Quando tornò a Milano lavorò come segretaria per la Cadillac, dedicando il suo tempo libero alle escursioni in montagna e al ciclismo ma quando la città ospitò nel 1910 il Circuito Aereo Internazionale, Rosina prese la sua decisione: sarebbe diventata un’aviatrice. Naturalmente la famiglia si oppose ma ci sarebbe stata più speranza di spalare il mare con un forcone piuttosto che farle cambiare idea.
Nel 1911 iniziò a frequentare il campo-scuola di Taliedo e nel 1912 si iscrisse alla Scuola di Aviazione di Vizzola Ticino dell’Ing. Caproni. A bordo di un ferrovecchio utilizzato per i principianti, Rosina spiccò il suo primo volo ma lo sfasciò nell'atterraggio; non si fece neppure un graffio e rifuse l’importo (1500 lire) del monoplano. Senza mai demordere, con i suoi 24 anni, la sua esile figura e la sua volontà d’acciaio, riuscì a conseguire il brevetto di volo pochi mesi dopo.
L'aviatore Carlo Maria Piazza così le scrisse: “Tutte le mie più vive congratulazioni, Signorina, ma preferirei saperla più mamma che aviatrice”.
Prode ma non certo un genio. Ad ogni modo, da allora la Ferrario si esibì in diverse manifestazioni sportive in Italia e all'estero; ne scrissero riviste e giornali, non solo per un pubblico femminile, e ne decantavano continuamente il coraggio, la grazia e l’eleganza.

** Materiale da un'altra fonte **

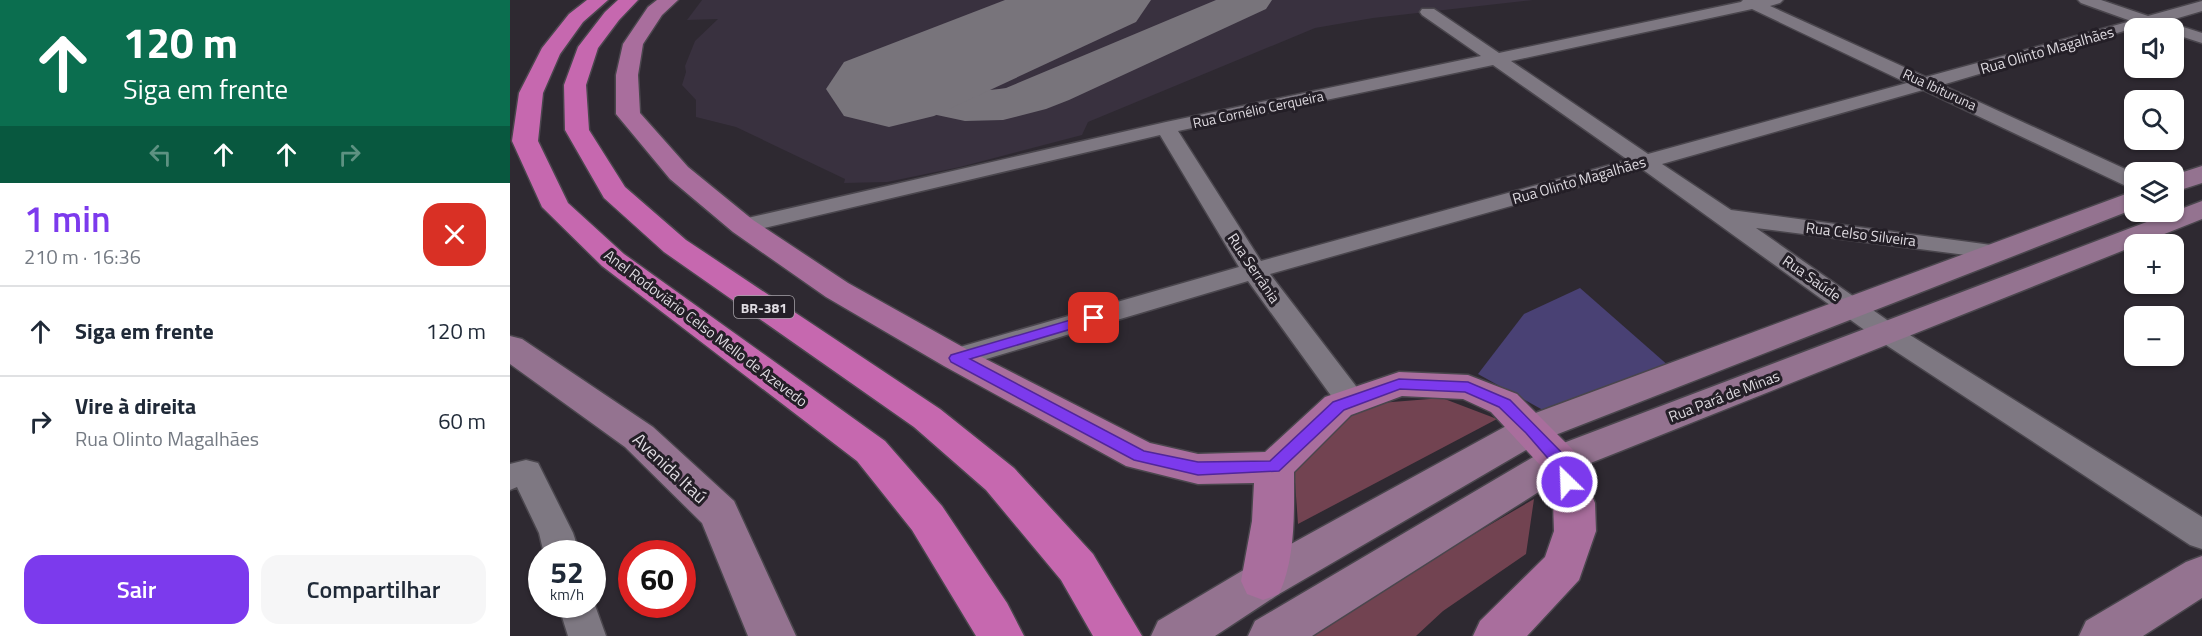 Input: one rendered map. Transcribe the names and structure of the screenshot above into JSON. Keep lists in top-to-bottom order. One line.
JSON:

Con l’entrata dell’Italia nella Prima Guerra Mondiale, Rosina, certa di poter essere utile, presentò domanda alla Croce Rossa per pilotare gli aerei di soccorso per i feriti ma questa fu respinta perché inoltrata da una donna. Chiese quindi di essere ammessa a un corso di perfezionamento per Piloti Volontari e le motivazioni del rifiuto furono le stesse. Indefessa come sempre, contattò il Ministero della Guerra per essere integrata nell'aeronautica. Ecco la risposta che ottenne: “non è previsto l’arruolamento di signorine nel Regio Esercito”. Rosina, pur partecipando in seguito a raduni e manifestazioni, non volò più; non per risentimento, ma perché comprese che il romanticismo legato agli esordi del volo era ormai giunto al termine. Sposò un imprenditore milanese con il quale gestì il famoso Hotel Italia, ebbe due figli e nel 1943 ricevette la Medaglia di Benemerenza per i Pionieri dell’Aeronautica. Morì a Milano il 3 luglio del 1957.
Forse, senza sospettarlo, tutte le donne d’Italia le sono debitrici.